====== Data to process
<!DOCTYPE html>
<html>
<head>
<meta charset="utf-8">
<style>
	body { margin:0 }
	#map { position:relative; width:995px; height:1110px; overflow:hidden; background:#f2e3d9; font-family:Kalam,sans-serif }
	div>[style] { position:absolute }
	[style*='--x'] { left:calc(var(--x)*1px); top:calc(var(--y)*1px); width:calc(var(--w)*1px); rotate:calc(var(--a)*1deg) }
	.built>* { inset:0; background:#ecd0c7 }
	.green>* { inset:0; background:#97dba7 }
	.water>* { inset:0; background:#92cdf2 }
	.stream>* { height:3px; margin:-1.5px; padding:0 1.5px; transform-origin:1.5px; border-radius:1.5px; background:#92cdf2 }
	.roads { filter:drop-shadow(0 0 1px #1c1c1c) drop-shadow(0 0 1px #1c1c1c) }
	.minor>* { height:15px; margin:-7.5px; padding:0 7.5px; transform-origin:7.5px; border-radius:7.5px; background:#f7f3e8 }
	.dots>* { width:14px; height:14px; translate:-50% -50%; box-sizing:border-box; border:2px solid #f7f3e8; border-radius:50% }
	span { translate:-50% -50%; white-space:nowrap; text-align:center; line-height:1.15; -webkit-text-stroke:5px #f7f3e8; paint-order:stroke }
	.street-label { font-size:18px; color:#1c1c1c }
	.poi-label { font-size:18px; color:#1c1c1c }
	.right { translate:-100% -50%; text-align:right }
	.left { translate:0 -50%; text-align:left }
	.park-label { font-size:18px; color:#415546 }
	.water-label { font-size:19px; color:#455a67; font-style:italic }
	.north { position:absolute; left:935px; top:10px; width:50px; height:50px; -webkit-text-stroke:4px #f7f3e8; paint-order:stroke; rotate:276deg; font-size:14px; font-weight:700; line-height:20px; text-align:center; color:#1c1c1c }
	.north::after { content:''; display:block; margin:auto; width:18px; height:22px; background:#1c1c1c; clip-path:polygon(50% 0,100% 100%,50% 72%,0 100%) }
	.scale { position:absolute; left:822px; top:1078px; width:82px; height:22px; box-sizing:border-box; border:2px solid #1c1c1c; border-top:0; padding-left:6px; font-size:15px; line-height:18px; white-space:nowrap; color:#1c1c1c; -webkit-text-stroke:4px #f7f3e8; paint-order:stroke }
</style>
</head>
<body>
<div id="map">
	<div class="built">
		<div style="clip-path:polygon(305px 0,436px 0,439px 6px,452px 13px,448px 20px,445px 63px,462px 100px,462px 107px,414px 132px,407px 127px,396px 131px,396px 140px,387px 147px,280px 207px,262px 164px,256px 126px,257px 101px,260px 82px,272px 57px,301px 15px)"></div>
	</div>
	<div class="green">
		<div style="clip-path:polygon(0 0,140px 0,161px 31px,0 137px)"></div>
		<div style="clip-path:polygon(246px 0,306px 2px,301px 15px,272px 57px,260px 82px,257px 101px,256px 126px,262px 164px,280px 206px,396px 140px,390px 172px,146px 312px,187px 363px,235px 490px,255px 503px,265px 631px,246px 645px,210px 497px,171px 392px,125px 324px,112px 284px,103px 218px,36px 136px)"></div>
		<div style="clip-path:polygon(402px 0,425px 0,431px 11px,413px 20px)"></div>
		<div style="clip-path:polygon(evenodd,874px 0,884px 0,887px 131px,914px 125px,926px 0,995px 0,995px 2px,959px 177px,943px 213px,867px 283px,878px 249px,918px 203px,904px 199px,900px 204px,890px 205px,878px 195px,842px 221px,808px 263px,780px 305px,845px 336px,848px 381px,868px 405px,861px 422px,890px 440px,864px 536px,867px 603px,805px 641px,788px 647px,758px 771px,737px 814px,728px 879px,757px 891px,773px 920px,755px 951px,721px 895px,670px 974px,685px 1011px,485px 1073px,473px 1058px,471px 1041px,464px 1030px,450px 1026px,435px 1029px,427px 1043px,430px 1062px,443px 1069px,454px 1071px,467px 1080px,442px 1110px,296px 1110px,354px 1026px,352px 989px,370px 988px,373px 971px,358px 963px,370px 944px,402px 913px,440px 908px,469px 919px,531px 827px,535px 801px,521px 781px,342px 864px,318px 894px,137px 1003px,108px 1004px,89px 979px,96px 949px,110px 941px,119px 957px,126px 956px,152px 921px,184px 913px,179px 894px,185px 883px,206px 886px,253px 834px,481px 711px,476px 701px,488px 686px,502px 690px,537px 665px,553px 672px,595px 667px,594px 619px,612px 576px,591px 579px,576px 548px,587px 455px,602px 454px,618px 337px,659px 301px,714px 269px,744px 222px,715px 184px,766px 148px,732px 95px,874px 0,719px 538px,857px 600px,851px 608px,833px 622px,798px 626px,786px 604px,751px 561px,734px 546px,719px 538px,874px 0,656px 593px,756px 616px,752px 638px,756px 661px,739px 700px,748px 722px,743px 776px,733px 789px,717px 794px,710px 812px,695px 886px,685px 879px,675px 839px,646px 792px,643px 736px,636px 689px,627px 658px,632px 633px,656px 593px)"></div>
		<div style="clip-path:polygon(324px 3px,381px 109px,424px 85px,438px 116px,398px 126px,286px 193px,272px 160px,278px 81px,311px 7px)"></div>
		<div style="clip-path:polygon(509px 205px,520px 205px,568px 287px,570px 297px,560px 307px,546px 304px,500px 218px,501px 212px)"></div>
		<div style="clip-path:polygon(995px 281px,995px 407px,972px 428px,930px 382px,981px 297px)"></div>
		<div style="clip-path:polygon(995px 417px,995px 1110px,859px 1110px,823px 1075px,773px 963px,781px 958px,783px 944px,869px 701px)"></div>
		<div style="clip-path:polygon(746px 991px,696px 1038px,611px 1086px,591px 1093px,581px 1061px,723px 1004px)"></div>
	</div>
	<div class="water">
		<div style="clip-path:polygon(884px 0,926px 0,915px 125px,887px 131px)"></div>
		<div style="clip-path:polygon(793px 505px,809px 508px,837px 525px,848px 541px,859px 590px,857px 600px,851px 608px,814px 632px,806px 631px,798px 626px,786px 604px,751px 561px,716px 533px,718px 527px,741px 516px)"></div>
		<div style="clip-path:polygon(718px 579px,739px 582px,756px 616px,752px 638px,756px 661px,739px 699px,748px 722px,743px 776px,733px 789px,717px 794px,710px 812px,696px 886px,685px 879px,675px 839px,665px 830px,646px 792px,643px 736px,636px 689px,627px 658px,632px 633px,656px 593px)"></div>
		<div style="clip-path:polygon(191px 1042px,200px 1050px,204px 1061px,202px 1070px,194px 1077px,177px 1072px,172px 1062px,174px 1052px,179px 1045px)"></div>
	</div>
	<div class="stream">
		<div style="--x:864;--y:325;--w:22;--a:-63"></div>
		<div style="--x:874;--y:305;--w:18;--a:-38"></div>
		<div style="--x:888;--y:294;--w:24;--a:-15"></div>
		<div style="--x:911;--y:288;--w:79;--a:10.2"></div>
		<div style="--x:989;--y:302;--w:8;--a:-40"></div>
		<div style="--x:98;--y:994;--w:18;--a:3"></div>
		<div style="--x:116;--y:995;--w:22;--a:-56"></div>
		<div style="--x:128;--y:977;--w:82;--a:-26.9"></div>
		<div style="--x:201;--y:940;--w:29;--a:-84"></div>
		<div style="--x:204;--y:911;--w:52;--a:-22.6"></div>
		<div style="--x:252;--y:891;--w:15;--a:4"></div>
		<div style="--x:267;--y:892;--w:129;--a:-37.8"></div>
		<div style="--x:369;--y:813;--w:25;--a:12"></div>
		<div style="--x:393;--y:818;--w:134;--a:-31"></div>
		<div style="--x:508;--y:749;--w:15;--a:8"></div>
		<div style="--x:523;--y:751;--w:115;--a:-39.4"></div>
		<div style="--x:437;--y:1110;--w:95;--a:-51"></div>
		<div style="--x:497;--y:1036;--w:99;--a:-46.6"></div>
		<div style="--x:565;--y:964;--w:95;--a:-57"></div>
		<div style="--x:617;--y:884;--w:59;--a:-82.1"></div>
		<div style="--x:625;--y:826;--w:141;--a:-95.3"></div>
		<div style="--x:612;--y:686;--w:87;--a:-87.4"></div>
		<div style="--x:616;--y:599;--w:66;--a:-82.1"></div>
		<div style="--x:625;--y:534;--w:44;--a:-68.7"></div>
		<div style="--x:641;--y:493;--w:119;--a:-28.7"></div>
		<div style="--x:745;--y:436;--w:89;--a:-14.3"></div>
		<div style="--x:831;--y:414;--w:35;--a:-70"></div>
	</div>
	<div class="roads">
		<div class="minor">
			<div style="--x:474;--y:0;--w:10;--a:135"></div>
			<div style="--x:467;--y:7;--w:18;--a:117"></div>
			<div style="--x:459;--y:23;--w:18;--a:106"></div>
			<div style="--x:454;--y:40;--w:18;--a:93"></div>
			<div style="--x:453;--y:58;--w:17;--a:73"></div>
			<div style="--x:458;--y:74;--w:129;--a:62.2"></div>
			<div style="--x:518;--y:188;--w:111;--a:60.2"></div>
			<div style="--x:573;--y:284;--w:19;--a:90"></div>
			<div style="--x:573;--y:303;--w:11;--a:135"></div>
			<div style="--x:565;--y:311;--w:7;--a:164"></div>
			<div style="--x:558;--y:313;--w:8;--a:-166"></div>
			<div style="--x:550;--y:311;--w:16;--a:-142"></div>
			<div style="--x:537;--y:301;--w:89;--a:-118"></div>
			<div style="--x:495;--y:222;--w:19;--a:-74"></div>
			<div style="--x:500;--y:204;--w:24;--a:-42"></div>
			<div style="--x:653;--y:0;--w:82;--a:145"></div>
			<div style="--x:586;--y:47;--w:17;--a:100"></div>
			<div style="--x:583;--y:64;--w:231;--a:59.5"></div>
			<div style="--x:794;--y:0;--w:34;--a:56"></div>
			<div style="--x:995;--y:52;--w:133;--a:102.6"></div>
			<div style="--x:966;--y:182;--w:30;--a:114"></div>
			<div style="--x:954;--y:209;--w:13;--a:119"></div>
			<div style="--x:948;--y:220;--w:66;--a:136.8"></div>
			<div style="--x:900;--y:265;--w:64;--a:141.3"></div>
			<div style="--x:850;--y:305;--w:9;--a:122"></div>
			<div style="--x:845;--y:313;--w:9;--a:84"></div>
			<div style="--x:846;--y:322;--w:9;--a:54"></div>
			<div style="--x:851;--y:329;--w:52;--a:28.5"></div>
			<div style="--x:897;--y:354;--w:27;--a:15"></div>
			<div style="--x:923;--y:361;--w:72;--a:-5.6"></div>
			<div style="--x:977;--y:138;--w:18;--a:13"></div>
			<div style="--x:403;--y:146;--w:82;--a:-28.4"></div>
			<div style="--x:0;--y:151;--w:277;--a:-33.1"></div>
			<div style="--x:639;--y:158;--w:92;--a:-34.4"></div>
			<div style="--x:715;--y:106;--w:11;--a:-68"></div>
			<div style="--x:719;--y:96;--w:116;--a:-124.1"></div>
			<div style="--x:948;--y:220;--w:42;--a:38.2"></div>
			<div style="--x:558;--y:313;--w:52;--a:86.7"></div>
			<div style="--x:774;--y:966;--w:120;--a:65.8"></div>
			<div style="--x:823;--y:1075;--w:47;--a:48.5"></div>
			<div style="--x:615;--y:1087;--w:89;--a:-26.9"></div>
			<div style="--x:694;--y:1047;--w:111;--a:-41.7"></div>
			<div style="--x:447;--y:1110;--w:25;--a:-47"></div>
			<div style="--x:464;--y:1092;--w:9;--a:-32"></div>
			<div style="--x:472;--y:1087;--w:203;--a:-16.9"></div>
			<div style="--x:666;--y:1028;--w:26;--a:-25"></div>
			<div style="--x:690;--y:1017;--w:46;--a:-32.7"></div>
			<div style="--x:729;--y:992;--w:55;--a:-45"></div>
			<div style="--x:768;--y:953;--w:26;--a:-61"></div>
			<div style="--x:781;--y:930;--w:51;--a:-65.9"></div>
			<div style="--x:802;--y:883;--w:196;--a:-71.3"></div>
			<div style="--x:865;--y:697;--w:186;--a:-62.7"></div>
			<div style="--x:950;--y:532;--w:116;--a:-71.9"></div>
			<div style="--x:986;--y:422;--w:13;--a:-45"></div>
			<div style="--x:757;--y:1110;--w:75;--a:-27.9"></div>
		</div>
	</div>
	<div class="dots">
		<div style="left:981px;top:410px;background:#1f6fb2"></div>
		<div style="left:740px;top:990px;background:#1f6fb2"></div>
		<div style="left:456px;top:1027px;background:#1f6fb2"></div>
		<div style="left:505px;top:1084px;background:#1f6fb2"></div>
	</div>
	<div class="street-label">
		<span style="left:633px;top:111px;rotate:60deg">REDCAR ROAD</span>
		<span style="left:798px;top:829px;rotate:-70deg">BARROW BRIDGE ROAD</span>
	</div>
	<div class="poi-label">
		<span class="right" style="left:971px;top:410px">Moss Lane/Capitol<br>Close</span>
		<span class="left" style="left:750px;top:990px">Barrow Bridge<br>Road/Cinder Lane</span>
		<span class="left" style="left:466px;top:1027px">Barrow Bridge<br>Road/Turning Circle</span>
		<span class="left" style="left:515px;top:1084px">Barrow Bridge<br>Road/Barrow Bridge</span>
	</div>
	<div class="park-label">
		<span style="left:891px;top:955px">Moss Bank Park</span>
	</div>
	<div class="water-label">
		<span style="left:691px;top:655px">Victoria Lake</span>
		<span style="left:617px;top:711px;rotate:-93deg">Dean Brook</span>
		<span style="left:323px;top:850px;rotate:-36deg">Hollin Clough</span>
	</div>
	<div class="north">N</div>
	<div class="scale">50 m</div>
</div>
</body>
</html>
============
In the material above, find the line containing "translate:0 -50%; text-align:left" and the line containing "position:absolute; left:935px; top:10px;", then write out exactly those two lines and every line between them, and nothing more.

	.left { translate:0 -50%; text-align:left }
	.park-label { font-size:18px; color:#415546 }
	.water-label { font-size:19px; color:#455a67; font-style:italic }
	.north { position:absolute; left:935px; top:10px; width:50px; height:50px; -webkit-text-stroke:4px #f7f3e8; paint-order:stroke; rotate:276deg; font-size:14px; font-weight:700; line-height:20px; text-align:center; color:#1c1c1c }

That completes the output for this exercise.